Recently I’ve faced an issue with connecting from a corporate network server directly into a Hadoop cluster running in the Amazon Cloud. Let’s not discuss if it makes sense to have a permanent Hadoop cluster running as EC2 instances – I might anyway touch base on that in a later blog article with more detailled performance comparisions and so on.
So as per HADOOP-985 the NameNode did refer to the DataNodes as ip:port instead of hostname:port which was used previously. In the case of an EC2 cluster this is a challenge, because this would mean in order to connect to Hadoop from external networks I’d either have to VPN or tunnel into the VPC or have all the DataNodes running on external IPs (Elastic IPs). If using Elastic IPs for that, Amazon will charge you for the traffic between the nodes which will get really expensive with a large scale Hadoop installation. So what to do?

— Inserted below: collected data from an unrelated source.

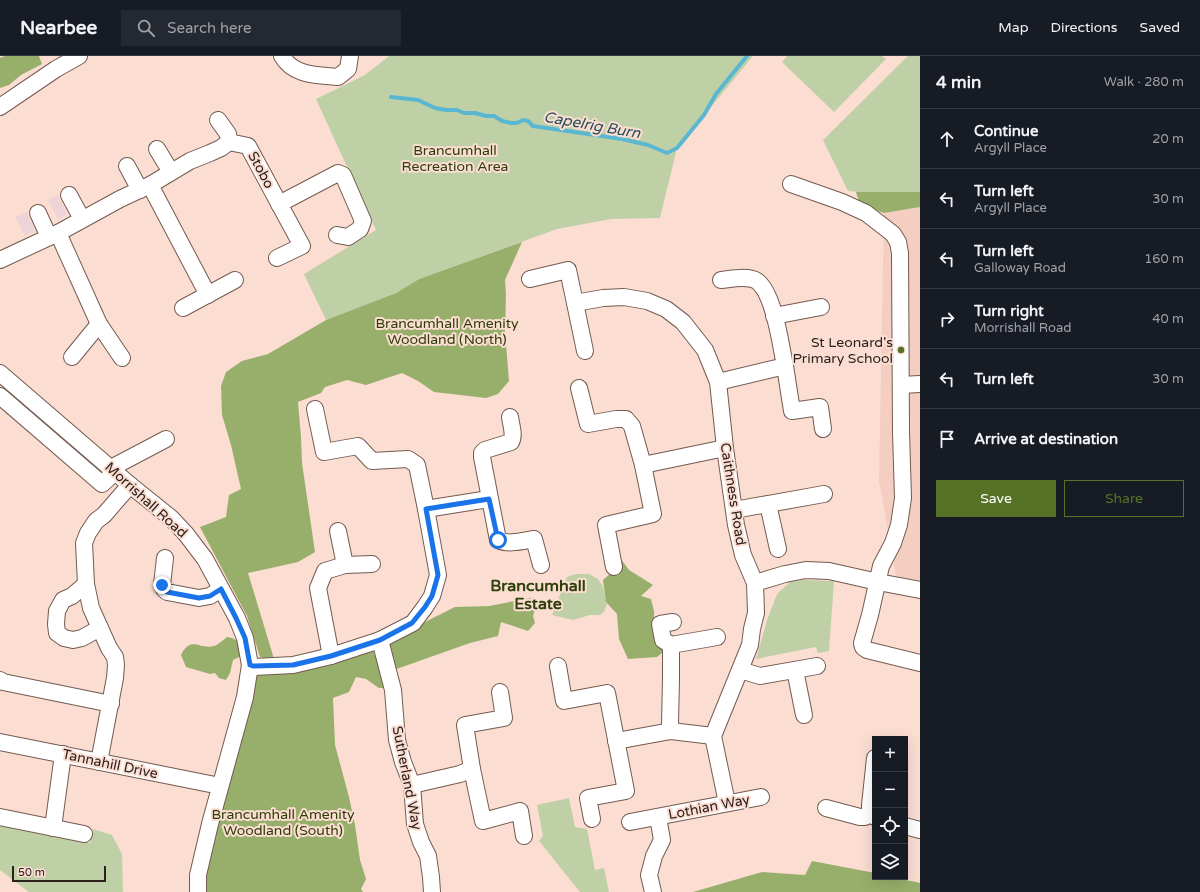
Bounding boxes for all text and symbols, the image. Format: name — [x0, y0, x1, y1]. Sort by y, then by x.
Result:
search box — [121, 10, 401, 46]
text: Nearbee — [20, 17, 97, 39]
icon: search — [135, 17, 157, 39]
text: Search here — [167, 19, 252, 37]
text: Map — [998, 19, 1029, 36]
text: Directions — [1051, 19, 1118, 36]
text: Saved — [1140, 19, 1180, 36]
text: 4 min — [936, 72, 981, 93]
text: Walk · 280 m — [1104, 74, 1184, 90]
water label: Capelrig Burn — [542, 108, 643, 142]
text: Continue — [974, 122, 1038, 140]
icon: ahead — [936, 128, 958, 150]
text: 20 m — [1152, 131, 1184, 147]
text: Argyll Place — [974, 140, 1047, 156]
park label: Brancumhall Recreation Area — [402, 142, 508, 175]
street label: Stobo — [244, 149, 278, 191]
text: Turn left — [974, 182, 1034, 200]
icon: left — [936, 188, 958, 210]
text: 30 m — [1152, 191, 1184, 207]
text: Argyll Place — [974, 200, 1047, 216]
text: Turn left — [974, 242, 1034, 260]
icon: left — [936, 248, 958, 270]
text: 160 m — [1144, 251, 1184, 267]
text: Galloway Road — [974, 260, 1066, 276]
text: Turn right — [974, 302, 1044, 320]
icon: right — [936, 308, 958, 330]
text: 40 m — [1152, 311, 1184, 327]
park label: Brancumhall Amenity Woodland (North) — [375, 315, 519, 348]
text: Morrishall Road — [974, 320, 1071, 336]
place label: St Leonard's Primary School — [792, 334, 893, 367]
marker: St Leonard's Primary School — [896, 345, 906, 355]
icon: left — [936, 368, 958, 390]
text: Turn left — [974, 370, 1034, 388]
text: 30 m — [1152, 371, 1184, 387]
icon: arrive — [936, 428, 958, 450]
text: Arrive at destination — [974, 430, 1118, 448]
street label: Caithness Road — [716, 441, 750, 547]
street label: Morrishall Road — [101, 459, 191, 541]
button: Save — [936, 480, 1056, 517]
button: Share — [1064, 480, 1184, 517]
route start — [489, 531, 507, 549]
route end — [153, 576, 171, 594]
district label: Brancumhall Estate — [490, 576, 586, 614]
street label: Sutherland Way — [389, 725, 425, 832]
map controls — [872, 736, 908, 880]
button: + — [872, 736, 908, 772]
street label: Tannahill Drive — [61, 746, 159, 782]
button: − — [872, 772, 908, 808]
street label: Lothian Way — [667, 791, 752, 823]
park label: Brancumhall Amenity Woodland (South) — [211, 806, 355, 839]
button: locate — [872, 808, 908, 844]
button: layers — [872, 844, 908, 880]
scale bar — [12, 864, 106, 883]
text: 50 m — [18, 866, 45, 879]

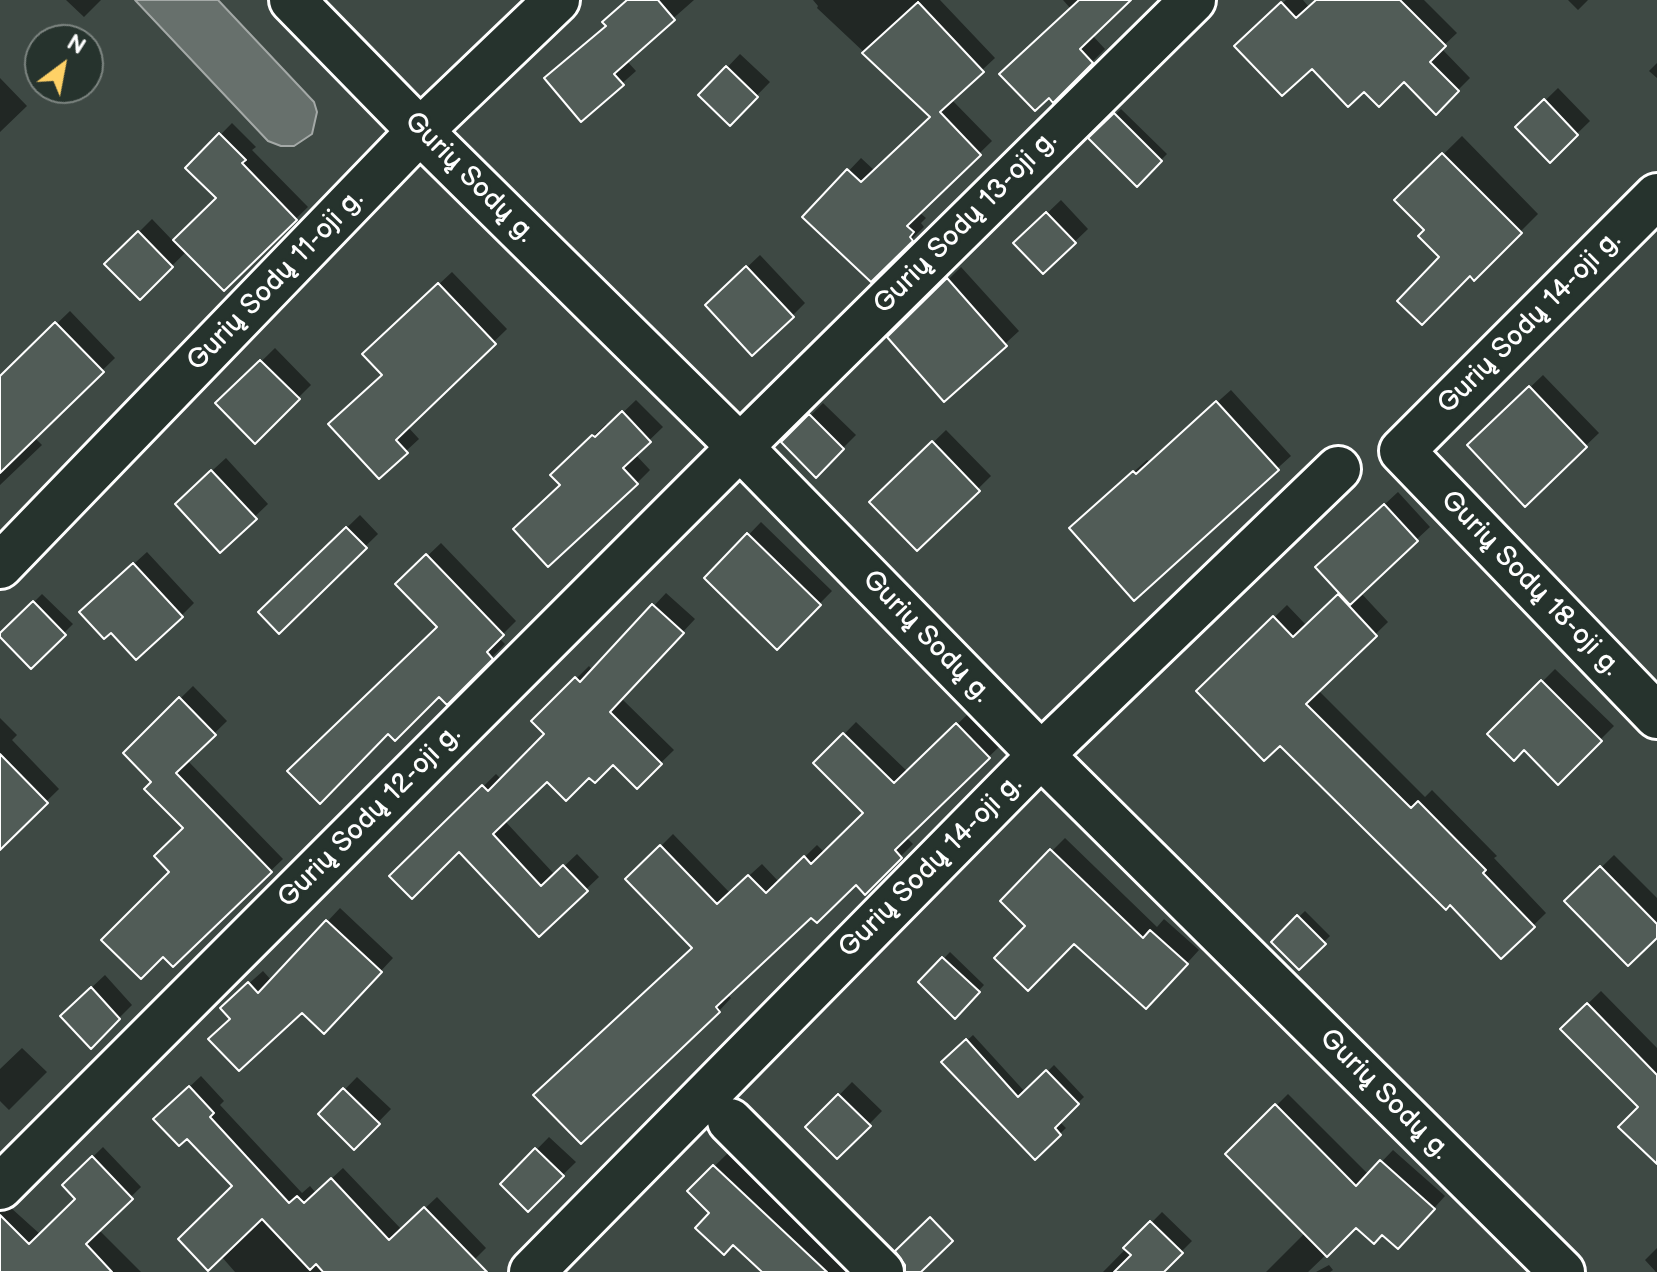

I’ve decided to do assign every node an internal and an external IP address. But wait … can’t Hadoop only listen on one IP address per service? Yes, that’s right therefore I’ve used a little trick:
- Every EC2 instance only has one network interface with one IP address (the internal one)
- Every EC2 instance has one external NAT IP address (Elastic IP) mapped to the internal IP address (make sure you mapped the Elastic IP to the internal IP and do not create a separate network interface for it)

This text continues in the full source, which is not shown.